In computer science #ArtificialIntelligence (AI) determines the operations of intelligent agents using forms of mechanical or “formal” reasoning. AI was founded on the idea that a machine can simulate human intelligence. Alan Turing’s theory of computation suggested that it was possible to represent logical operations by modifying simple symbols such as 0 and 1. Turing assumed that reasoning can be formalized as distinctive sequences of mechanical operations based on cause and effect – in other words, discrete sequences of logical steps based on a set of rules (#Algorithm, see key area #Encoding).  What came to be known as the classical symbolic approach to AI considers machine cognition as rule-governed manipulation of formal symbols with a centralized control mechanism. It was the attempt to code knowledge about the world in formal mathematical language. This approach was successful for so-called expert systems, which were able to carry out complex tasks, such as medical diagnosis, or planning and configuration at the level of human experts. However, they proved difficult to program since one simple error sometimes caused the whole system to fail. But most importantly the systems were not able to inherently learn.  By 1980 the approach was no longer pursued as it became clear that a mere simulation of thought does not amount to real understanding; therefore, that syntactic manipulation of symbols does not suffice for cognition. 
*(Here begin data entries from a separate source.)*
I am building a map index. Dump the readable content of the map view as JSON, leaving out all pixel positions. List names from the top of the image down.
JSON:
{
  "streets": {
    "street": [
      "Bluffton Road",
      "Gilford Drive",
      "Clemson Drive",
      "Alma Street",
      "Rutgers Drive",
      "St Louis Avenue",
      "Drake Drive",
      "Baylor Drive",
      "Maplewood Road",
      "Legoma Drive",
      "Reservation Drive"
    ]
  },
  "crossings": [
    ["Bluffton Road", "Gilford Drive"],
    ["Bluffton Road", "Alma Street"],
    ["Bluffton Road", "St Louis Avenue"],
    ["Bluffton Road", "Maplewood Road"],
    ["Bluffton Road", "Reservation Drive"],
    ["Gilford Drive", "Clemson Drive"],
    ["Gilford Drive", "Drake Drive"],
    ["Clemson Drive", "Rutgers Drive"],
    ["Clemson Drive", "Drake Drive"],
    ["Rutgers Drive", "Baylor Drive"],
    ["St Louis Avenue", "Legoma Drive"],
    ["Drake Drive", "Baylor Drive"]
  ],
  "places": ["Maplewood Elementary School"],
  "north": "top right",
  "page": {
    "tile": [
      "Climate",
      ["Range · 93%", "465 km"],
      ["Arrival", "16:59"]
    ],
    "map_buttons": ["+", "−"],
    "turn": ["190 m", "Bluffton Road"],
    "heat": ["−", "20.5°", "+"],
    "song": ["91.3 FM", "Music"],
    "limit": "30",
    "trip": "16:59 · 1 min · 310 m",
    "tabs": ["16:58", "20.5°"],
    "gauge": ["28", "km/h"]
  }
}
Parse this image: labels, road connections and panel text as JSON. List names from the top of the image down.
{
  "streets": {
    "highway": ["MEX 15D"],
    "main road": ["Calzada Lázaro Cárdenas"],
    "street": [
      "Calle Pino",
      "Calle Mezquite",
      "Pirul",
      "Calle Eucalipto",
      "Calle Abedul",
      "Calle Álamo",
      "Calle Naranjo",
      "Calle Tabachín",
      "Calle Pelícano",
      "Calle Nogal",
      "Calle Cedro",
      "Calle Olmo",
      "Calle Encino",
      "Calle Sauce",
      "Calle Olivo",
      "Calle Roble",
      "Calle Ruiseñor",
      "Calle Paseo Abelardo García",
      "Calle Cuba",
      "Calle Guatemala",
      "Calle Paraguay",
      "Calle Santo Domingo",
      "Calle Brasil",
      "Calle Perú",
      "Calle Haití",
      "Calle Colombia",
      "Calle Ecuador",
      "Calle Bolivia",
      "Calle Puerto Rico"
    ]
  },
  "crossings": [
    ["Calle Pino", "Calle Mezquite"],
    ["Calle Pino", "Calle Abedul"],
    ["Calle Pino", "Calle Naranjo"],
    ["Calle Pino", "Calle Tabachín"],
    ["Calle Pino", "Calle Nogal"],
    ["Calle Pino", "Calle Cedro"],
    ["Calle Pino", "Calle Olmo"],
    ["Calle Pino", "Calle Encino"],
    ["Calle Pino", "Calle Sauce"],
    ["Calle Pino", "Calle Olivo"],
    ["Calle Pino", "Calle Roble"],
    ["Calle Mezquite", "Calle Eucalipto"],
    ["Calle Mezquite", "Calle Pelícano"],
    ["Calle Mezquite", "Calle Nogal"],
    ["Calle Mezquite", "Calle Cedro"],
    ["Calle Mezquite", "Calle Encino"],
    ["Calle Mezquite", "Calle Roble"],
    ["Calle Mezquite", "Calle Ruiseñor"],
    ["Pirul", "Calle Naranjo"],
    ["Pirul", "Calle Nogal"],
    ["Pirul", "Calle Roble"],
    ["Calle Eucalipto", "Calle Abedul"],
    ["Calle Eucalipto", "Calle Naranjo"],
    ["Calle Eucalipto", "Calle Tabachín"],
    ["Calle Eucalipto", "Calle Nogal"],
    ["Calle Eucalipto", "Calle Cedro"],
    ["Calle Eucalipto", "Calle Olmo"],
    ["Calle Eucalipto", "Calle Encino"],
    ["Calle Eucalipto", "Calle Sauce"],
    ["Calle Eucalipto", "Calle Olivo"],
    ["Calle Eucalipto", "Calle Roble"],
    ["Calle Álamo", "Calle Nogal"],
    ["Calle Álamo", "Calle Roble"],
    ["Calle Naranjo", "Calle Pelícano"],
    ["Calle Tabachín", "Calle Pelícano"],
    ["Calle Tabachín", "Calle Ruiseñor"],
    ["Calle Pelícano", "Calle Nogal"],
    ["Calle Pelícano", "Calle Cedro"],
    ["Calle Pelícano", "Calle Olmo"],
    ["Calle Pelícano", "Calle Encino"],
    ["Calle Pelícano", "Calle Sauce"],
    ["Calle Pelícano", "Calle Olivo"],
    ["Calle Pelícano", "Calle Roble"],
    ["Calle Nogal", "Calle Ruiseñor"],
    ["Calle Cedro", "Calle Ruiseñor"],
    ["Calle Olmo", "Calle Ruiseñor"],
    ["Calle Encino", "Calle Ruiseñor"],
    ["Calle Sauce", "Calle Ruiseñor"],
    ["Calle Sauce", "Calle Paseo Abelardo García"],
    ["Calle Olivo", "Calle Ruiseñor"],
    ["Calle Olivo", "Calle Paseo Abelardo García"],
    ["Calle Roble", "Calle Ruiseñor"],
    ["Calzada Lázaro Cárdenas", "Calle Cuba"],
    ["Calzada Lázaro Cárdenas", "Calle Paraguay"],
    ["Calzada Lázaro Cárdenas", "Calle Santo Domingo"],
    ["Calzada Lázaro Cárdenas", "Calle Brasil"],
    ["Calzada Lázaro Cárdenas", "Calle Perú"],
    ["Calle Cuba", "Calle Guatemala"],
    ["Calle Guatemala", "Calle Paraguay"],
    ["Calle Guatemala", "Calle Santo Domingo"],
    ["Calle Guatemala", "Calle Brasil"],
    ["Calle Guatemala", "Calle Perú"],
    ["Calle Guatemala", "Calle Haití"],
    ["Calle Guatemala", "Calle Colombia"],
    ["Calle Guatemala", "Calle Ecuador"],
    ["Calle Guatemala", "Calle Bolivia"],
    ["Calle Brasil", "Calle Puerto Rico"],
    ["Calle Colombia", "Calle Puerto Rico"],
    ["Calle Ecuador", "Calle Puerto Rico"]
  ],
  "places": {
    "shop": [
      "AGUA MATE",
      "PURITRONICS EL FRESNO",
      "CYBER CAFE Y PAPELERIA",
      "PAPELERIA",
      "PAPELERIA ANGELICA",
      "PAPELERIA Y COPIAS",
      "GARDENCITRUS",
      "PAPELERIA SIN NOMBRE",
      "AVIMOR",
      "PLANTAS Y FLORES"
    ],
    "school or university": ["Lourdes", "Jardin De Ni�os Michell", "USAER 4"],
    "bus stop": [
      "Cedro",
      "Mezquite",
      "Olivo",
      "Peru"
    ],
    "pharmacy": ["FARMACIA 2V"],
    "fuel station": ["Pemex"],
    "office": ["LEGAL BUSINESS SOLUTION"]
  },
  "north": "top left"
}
A more flexible and adaptive approach to machine cognition came from the field of neuroscience and #Cybernetics, where artificial intelligence was not treated in terms of rules and representations but as dynamic systems. Warren S. McCulloch and Walter Pitts’ ground-breaking research was the first work that treated the brain as a computational apparatus.  Together with Donald O. Hebb’s work on associative learning deriving from the firing of nodes that produce synaptic interrelations,  Frank Rosenblatt developed the foundation for machine learning.  #MachineLearning is a field of AI that explores forms of computation which allow programs to change and adjust its internal parameters automatically, that is, without hand engineering the algorithms, in order to process data. The algorithmic structure is constituted as an artificial neural network, whose reasoning is executed by thousands of neurons, arranged into hundreds of intricately interconnected layers breaking up causal relations. Neural computation is based on modelling an adaptive system that evolves through the capturing of environmental data, which is fed back into the system.  Crucially, the networks’ output constitutes an approximation, a statistical likelihood for the most probable outcome.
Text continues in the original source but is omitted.